Data in this exercise section start

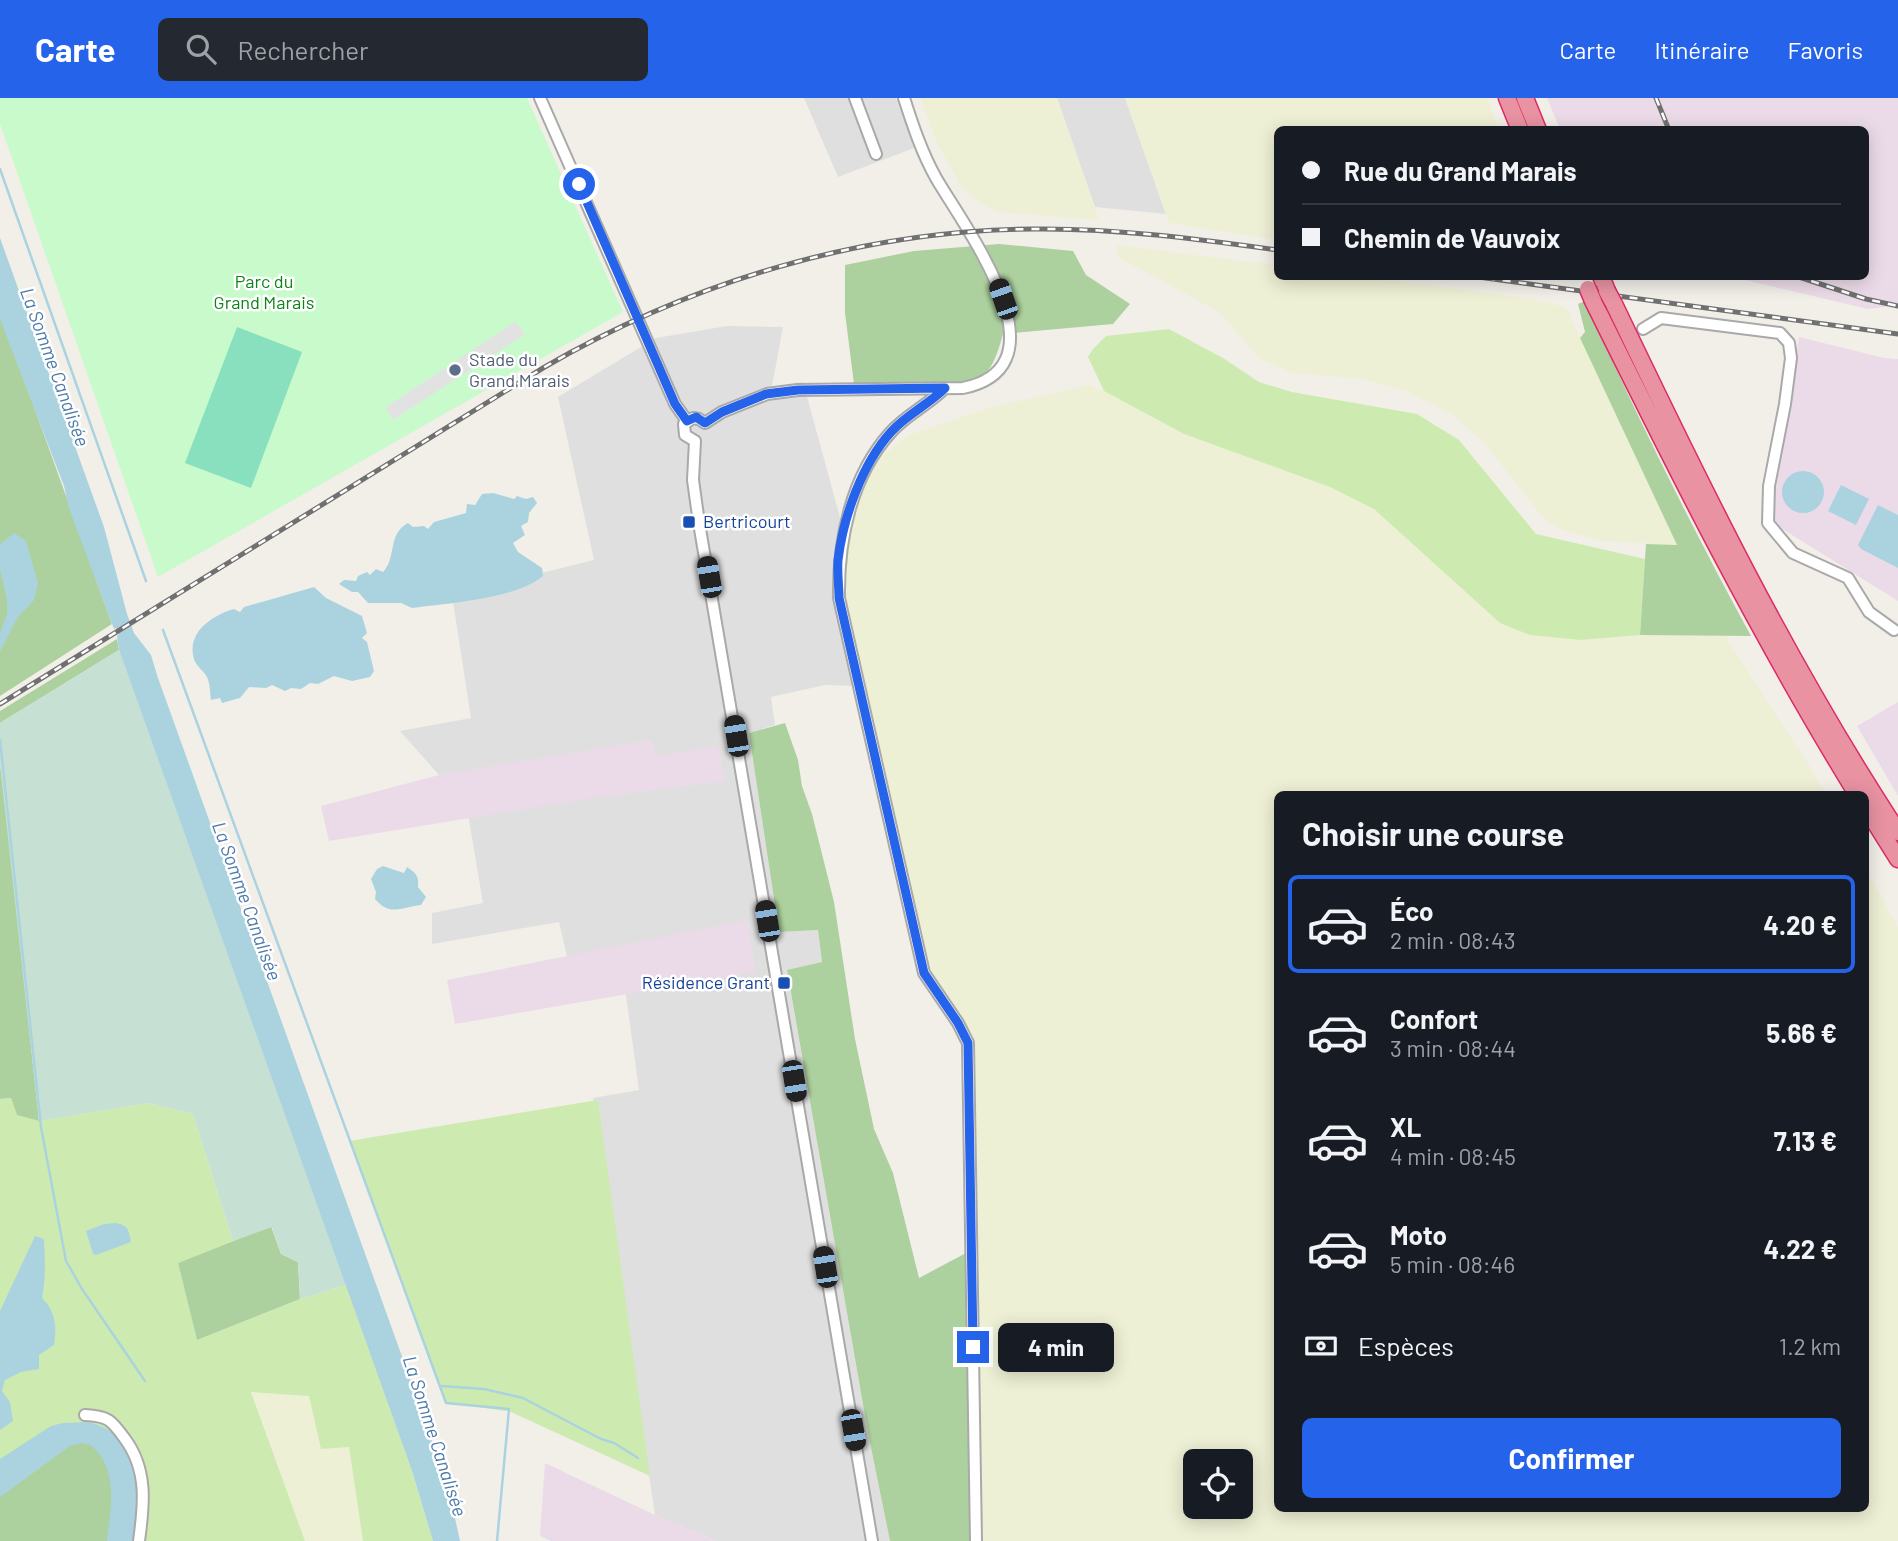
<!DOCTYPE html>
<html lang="fr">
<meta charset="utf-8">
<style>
body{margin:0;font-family:Barlow,sans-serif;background:#242831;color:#f1f3f6;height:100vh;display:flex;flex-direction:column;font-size:26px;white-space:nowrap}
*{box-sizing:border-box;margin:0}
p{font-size:23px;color:#9ea1a6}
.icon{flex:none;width:38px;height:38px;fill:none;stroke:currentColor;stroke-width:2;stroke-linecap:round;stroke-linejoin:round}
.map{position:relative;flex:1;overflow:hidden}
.sheet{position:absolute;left:1274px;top:693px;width:595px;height:721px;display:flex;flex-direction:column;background:#171b24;border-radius:10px;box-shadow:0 4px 18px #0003}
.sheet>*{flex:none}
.guide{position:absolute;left:1274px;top:28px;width:595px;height:154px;border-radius:10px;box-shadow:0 4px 18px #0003;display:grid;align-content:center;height:154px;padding:0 28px;background:#171b24}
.fabs{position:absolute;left:1183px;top:1351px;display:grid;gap:14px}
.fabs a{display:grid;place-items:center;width:70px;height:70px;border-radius:10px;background:#171b24;box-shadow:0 4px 18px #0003;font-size:35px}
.end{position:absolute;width:32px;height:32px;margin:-16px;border:9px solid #2563eb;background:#fff;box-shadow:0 0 0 4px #fff}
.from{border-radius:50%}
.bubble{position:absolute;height:49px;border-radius:10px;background:#171b24;box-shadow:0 4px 18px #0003;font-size:23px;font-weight:700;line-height:49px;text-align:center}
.car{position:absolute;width:21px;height:42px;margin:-21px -10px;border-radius:9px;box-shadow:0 0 5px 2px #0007;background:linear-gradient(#222 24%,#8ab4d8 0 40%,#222 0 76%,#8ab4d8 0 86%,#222 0)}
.guide b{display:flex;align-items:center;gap:24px;height:66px;font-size:26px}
.guide b+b{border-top:2px solid #363941}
.guide i{width:18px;height:18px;background:#f1f3f6}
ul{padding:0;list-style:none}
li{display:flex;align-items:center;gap:21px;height:98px;margin:0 14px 10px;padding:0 14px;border:4px solid transparent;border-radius:10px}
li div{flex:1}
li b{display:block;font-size:26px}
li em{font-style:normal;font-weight:700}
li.active{border-color:#2563eb}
li>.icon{width:63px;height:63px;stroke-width:1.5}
h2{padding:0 28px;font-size:32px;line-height:84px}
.pay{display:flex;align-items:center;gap:18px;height:77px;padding:0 28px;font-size:26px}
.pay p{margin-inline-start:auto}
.cta{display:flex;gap:14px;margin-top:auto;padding:14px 28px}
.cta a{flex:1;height:80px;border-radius:10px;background:#2563eb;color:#fff;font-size:28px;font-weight:700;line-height:80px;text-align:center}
header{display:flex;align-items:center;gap:42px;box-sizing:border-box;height:98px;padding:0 35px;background:#2563eb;color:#fff}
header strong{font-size:33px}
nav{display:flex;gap:38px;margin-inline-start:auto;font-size:24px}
.search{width:490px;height:63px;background:#242831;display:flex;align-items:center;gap:18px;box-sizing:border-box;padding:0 24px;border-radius:10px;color:#9ea1a6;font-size:26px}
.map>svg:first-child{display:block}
.residential{fill:#e0dfdf}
.industrial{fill:#ebdbe8}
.farmland{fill:#eef0d5;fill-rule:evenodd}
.grass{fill:#cdebb0}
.forest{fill:#add19e}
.wetland{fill:#c6e0d4}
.park{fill:#c8facc}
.pitch{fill:#88e0be}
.parking{fill:#e2e2e2}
.water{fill:#aad3df}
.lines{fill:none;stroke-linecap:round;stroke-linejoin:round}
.stream{stroke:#aad3df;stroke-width:2.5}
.minor-casing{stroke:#a9a9a9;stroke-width:14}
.highway-casing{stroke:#dc2a67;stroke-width:19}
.minor{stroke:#fff;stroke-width:10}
.highway{stroke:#e892a2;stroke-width:16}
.rail-casing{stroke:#707070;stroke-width:5}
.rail{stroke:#fff;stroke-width:2.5;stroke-dasharray:8;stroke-linecap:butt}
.highway-bridge-casing{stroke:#dc2a67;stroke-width:19;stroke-linecap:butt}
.highway-bridge{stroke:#e892a2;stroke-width:16}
.route{stroke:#2563eb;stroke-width:9}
.service-dot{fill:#5c6f8a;stroke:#fff;stroke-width:2.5}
.transit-dot{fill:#1a4fb4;stroke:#fff;stroke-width:2.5}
.labels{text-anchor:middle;stroke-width:5;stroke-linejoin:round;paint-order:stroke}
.park-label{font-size:18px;fill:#0c8416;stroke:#fff}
.service-label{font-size:18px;fill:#4e5e75;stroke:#fff;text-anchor:start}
.transit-label{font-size:18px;fill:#164399;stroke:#fff;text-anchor:start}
.water-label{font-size:19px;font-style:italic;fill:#4a7aab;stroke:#fff}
</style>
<header>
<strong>Carte</strong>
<div class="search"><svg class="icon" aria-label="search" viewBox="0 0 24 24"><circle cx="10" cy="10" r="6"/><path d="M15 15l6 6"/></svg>Rechercher</div>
<nav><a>Carte</a><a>Itinéraire</a><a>Favoris</a></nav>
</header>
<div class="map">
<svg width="1898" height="1443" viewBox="0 0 1898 1443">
<rect width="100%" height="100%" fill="#f2efe9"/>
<!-- residential -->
<path class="residential" d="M804 0H896L914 50 838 79Z
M1057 0H1125L1166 116 1095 109Z
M727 228 783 229 772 288 803 284 841 423 833 468 854 588 825 587 771 599 775 627 749 635 779 834 818 832 822 864 787 873 868 1335 890 1443H716L655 1417 593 1000 639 992 626 897 569 867 559 824 432 846V815L483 805 468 716 439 677 400 633 471 620 452 497 594 462 558 299 656 240Z"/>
<!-- industrial -->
<path class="industrial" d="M1547 0H1898V207L1868 211 1732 179 1866 178V32L1560 31Z
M1799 239 1884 260 1898 261V503L1771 424Z
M1898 604V698L1857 628Z
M651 642 657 658 718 648 725 683 612 697 329 743 321 708 439 677Z
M748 822 755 874 455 926 447 882Z
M545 1365 655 1417 716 1443H551L540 1438Z"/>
<!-- farmland -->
<path class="farmland" d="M920 0H1057L1099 122 997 114 974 101 959 85 936 43Z
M1125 0H1487L1499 31 1278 32 1277 142 1169 125Z
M1116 147 1277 167 1278 178 1363 179 1504 197 1555 206 1567 211 1677 447 1602 443 1562 432 1544 421 1485 346 1453 317 1406 293 1364 281 1292 275 1259 260 1219 214 1118 159Z
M1088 287 1104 293 1184 336 1330 389 1374 411 1500 525 1581 542 1640 537 1725 538 1809 667 1825 696H1278V1410H1866V770L1898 829V1443H973L964 944 920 870 854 588 833 468 841 423 883 357 909 337 992 309ZM1195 1363H1241V1409H1195Z
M251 1293 309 1298 321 1351 349 1348 363 1443H305Z"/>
<!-- grass -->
<path class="grass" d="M1169 231 1223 260 1259 284 1292 294 1417 316 1459 342 1536 436 1645 461 1640 537 1581 542 1530 537 1500 525 1374 411 1330 389 1184 336 1104 293 1088 259 1093 251 1106 238Z
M11 1000 17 1017 39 1023 148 1005 193 1016 233 1143 178 1165 197 1242 300 1201 346 1187 412 1373 433 1443H363L349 1349 321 1351 309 1298 251 1294 305 1443H128L0 1375V1001Z
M598 1002 650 1378 511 1314 446 1304 349 1043Z"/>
<!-- forest -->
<path class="forest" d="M999 146 1073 153 1086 177 1130 206 1113 226 1003 236C998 253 993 274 976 283 958 292 878 286 854 286L845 215V167L914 153Z
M1585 203C1636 317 1691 428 1751 538L1640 537 1646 446 1677 447 1580 240 1585 234 1578 206Z
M0 214 112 526 0 598Z
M117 541 119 552 0 625V613Z
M785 625 798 662 802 688 812 716 834 804 855 941 874 1031 893 1075 919 1180 966 1155 973 1443H890L868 1335 787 872 822 864 818 832 779 834 749 635Z
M0 666 5 703 39 1023 17 1017 11 1000 0 1001Z
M271 1128 281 1156 298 1164 300 1201 197 1242 178 1165Z
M80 1338 109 1361 122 1443H0V1396Z"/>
<!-- wetland -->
<path class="wetland" d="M119 552 346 1187 300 1201 298 1164 281 1156 272 1129 233 1143 193 1016 148 1005 39 1023 0 666V625Z"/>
<!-- park -->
<path class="park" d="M0 0H527L623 214 158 479 0 26Z"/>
<!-- pitch -->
<path class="pitch" d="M237 229 302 254 251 390 185 365Z"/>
<!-- parking -->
<path class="parking" d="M515 224 525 236 393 322 386 309Z"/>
<!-- water -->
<path class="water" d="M0 140 104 429 127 516 134 535 151 557 158 580 422 1314 450 1397 460 1443H433L412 1373 119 552 117 538 119 536 116 530 114 531 69 410 64 388 0 221Z
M1782 394a21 21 0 1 1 42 0a21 21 0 1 1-42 0Z
M1841 387 1869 401 1856 427 1828 413Z
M493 395 514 401 517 398 526 401 533 399 537 405 529 415 528 424 521 428 525 437 513 445 518 454 542 470 543 478C516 501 447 505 412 510L401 505H368L358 494H352L339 486 344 482 356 483 358 478 367 474 370 477 376 471 383 474C397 460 387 436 408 425L413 429 424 428 428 431 434 424 466 415 467 406 475 407 482 396Z
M1878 407 1898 417V470L1861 451 1858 447Z
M14 435 26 443 38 485 34 502 18 519 0 553V535L7 516V502L0 471V446Z
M314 489 326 500 362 518 367 535 362 540 367 544 374 573 370 579 352 583 334 578 318 586 310 585 301 591 291 590 285 593 272 587 266 590 249 589 240 600 222 605 220 600 211 602C210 595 210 585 207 579 204 573 196 568 194 561 186 534 213 517 234 511L240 514 244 509Z
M383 768 404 775 407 769C416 775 419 778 418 789L426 799 421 807C401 809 390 819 375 801L376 794 371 781 377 771Z
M116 1125C128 1127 129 1132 131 1144L96 1157 93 1156 86 1133 104 1126Z
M35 1138 44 1141C45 1161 46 1180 42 1200 56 1214 57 1229 54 1247L39 1257V1271L21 1274 5 1282 2 1293 10 1304 13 1323 0 1332V1213Z
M86 1324C128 1329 143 1379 140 1416 139 1425 136 1434 134 1443H107C111 1409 119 1372 91 1347L81 1345 70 1348 0 1399V1361L51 1328 63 1325Z"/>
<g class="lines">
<!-- stream -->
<path class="stream" d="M0 71 146 483
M163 532 446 1305 509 1311 497 1443
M0 642 41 1029 66 1163 82 1191 145 1283
M441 1288 484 1291 523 1300 601 1341 614 1345 638 1360"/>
<!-- minor casing -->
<g class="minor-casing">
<path id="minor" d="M540 0 675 306 687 323
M855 0 876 56
M1643 231 1661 220 1780 235 1789 245 1791 260 1785 306 1769 388 1768 425 1793 455 1848 480 1869 514 1894 532
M945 290C928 307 906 317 891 334 851 378 838 442 839 500L924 875 958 925 968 945 976 1443
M705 325 722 314 767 296 798 292 963 290C1071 268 963 127 936 80 922 55 913 28 904 0
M695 343 693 382 699 425 872 1443
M695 343 685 337 684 326 693 320 699 321 705 325
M85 1317C109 1318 112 1323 125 1341 148 1372 144 1407 139 1443"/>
</g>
<!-- highway casing -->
<g class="highway-casing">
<path id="highway" d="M1507 0 1520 32
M1525 0 1538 32
M1601 178 1607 193
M1593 203C1676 371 1759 537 1857 696
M1614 206C1700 386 1788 567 1898 734
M1866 710 1898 761"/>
</g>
<!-- minor -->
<use href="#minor" class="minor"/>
<!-- highway -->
<use href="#highway" class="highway"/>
<!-- rail casing -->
<g class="rail-casing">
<path id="rail" d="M1656 0 1669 32
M1471 178 1898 236
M1796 178 1866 201 1898 208
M0 606 543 270C691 184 862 132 1034 131 1116 130 1197 141 1278 152"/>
</g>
<!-- rail -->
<use href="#rail" class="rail"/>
<!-- highway-bridge casing -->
<g class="highway-bridge-casing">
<path id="highway-bridge" d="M1588 191 1593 203
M1607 193 1614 206"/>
</g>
<!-- highway-bridge -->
<use href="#highway-bridge" class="highway-bridge"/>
</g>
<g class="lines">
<!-- route -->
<path class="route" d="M579 86 675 306 687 323 696 319 705 325 722 314 766 296 798 292 945 290C928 307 906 317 891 334 862 366 843 420 838 462 837 475 839 488 839 500L924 875 958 925 968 945 973 1249"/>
</g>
<!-- markers -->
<circle class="service-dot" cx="455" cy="272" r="7"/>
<g class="transit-dot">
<rect x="682" y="417" width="14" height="14" rx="3.5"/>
<rect x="777" y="878" width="14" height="14" rx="3.5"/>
</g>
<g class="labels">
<!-- park labels -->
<g class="park-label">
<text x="264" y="190">Parc du<tspan x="264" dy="21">Grand Marais</tspan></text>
</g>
<!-- service labels -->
<g class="service-label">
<text x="469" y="268">Stade du<tspan x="469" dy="21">Grand Marais</tspan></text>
</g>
<!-- transit labels -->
<g class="transit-label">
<text x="703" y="430">Bertricourt</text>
<text x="770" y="891" text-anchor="end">Résidence Grant</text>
</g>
<!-- water labels -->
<g class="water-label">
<text transform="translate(55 269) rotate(70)" y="7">La Somme Canalisée</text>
<text transform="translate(247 803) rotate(70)" y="7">La Somme Canalisée</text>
<text transform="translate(435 1338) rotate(72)" y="7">La Somme Canalisée</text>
</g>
</g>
</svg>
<div class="fabs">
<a><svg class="icon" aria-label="locate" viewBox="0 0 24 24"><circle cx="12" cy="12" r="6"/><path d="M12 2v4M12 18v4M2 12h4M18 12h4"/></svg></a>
</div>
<i class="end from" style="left:579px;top:86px"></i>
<i class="end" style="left:973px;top:1249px"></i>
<div class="bubble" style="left:998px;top:1225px;width:116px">4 min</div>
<i class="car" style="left:1003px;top:201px;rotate:341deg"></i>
<i class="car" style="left:709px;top:479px;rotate:350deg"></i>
<i class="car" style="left:736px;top:638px;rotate:351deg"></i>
<i class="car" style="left:767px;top:823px;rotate:351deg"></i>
<i class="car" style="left:794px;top:983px;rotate:171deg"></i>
<i class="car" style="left:825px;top:1169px;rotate:351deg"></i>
<i class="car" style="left:853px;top:1332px;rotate:170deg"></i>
<div class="guide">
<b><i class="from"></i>Rue du Grand Marais</b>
<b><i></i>Chemin de Vauvoix</b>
</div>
<section class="sheet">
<h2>Choisir une course</h2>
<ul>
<li class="active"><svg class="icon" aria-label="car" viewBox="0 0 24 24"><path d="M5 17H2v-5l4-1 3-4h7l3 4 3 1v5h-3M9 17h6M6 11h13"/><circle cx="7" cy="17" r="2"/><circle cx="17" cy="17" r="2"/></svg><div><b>Éco</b><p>2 min · 08:43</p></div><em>4.20 €</em></li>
<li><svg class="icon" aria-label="car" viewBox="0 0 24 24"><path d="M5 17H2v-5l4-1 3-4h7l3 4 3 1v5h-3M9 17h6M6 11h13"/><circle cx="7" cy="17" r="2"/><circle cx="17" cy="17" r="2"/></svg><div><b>Confort</b><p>3 min · 08:44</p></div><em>5.66 €</em></li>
<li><svg class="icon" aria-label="car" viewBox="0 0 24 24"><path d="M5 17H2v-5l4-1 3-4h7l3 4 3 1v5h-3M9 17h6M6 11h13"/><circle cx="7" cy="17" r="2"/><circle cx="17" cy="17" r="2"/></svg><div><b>XL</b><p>4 min · 08:45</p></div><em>7.13 €</em></li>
<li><svg class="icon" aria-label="car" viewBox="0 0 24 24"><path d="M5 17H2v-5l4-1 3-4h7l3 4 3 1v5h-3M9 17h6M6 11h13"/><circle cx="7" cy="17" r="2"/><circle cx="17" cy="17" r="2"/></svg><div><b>Moto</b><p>5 min · 08:46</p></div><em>4.22 €</em></li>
</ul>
<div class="pay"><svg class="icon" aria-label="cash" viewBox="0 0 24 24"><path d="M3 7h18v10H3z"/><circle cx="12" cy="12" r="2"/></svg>Espèces<p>1.2 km</p></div>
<div class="cta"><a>Confirmer</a></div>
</section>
</div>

Data in this exercise section end

This task calls for the number of lines in the entries that contain the string "butt", with no accompanying text.

* _Output for this exercise_
2